══ TASK INPUT ══

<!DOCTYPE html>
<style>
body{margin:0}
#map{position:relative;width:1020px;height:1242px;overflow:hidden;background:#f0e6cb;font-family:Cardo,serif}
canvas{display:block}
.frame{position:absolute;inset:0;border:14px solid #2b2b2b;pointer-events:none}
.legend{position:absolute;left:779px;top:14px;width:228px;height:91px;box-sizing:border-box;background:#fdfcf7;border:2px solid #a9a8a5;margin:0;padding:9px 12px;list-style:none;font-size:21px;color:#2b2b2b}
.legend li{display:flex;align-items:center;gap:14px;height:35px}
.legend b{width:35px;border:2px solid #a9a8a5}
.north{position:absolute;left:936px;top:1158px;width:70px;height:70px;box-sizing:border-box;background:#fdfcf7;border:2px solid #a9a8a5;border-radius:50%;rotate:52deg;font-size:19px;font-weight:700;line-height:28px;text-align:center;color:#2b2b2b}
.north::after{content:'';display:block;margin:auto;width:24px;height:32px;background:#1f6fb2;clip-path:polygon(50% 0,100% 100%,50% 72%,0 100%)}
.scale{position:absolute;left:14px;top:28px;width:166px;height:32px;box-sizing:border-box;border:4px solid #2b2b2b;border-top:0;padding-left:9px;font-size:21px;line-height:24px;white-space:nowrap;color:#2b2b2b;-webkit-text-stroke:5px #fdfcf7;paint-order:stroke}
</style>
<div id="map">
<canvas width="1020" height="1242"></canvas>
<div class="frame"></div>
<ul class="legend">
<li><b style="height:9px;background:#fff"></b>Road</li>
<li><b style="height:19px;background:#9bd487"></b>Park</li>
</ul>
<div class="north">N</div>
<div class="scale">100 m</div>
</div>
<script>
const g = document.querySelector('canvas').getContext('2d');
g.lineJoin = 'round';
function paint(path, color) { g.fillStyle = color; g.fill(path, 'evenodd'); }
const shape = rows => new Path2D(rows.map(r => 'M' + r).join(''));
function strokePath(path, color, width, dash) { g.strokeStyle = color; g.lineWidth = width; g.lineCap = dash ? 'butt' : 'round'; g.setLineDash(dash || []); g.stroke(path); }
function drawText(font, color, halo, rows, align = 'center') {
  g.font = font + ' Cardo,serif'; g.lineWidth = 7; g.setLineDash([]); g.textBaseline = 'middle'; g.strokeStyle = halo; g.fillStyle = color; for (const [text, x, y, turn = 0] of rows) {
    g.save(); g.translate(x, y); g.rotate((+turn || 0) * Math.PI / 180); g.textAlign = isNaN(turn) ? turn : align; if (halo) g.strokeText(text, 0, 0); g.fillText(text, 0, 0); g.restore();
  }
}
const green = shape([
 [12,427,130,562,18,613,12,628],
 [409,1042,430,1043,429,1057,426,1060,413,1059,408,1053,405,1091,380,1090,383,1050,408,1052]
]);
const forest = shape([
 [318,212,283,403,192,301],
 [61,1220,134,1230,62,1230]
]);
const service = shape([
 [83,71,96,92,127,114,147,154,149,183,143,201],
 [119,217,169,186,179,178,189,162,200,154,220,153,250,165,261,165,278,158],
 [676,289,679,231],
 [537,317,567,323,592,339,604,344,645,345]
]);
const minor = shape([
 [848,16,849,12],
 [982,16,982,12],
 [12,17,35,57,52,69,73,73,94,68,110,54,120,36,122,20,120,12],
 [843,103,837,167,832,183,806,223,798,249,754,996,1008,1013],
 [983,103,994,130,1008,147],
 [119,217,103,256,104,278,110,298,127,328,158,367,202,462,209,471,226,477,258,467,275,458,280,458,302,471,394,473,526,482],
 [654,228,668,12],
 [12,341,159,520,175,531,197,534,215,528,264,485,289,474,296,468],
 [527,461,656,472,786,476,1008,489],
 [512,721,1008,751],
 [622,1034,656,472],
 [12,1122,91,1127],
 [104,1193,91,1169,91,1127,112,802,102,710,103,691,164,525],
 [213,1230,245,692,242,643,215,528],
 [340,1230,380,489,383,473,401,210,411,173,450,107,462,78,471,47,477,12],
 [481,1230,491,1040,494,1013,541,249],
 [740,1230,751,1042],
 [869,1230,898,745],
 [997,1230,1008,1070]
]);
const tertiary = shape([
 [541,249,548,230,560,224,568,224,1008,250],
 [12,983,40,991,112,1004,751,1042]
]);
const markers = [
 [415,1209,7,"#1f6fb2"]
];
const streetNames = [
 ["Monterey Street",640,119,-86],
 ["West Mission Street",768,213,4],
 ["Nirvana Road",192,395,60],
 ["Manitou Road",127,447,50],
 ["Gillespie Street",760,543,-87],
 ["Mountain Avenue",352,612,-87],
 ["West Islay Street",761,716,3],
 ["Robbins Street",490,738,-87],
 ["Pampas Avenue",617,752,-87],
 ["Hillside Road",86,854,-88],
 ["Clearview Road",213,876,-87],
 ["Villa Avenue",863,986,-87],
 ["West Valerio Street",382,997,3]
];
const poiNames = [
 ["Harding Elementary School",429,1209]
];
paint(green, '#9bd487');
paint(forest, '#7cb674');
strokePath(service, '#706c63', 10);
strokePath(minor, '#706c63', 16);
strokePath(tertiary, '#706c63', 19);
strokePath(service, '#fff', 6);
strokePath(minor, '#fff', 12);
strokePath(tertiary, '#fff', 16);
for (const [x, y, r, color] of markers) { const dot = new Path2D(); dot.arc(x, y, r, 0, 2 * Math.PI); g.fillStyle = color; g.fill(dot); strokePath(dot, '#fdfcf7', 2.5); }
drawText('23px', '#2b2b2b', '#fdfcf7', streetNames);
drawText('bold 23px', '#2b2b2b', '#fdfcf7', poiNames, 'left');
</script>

═══

• _HOW TO COMPLETE THIS TASK_: Beginning at the line above with "g.lineJoin = 'round';" and finishing at the line with "function drawText(font, color, halo, rows, align", return each line exactly and return nothing else.

• _COMPLETED TASK_:
g.lineJoin = 'round';
function paint(path, color) { g.fillStyle = color; g.fill(path, 'evenodd'); }
const shape = rows => new Path2D(rows.map(r => 'M' + r).join(''));
function strokePath(path, color, width, dash) { g.strokeStyle = color; g.lineWidth = width; g.lineCap = dash ? 'butt' : 'round'; g.setLineDash(dash || []); g.stroke(path); }
function drawText(font, color, halo, rows, align = 'center') {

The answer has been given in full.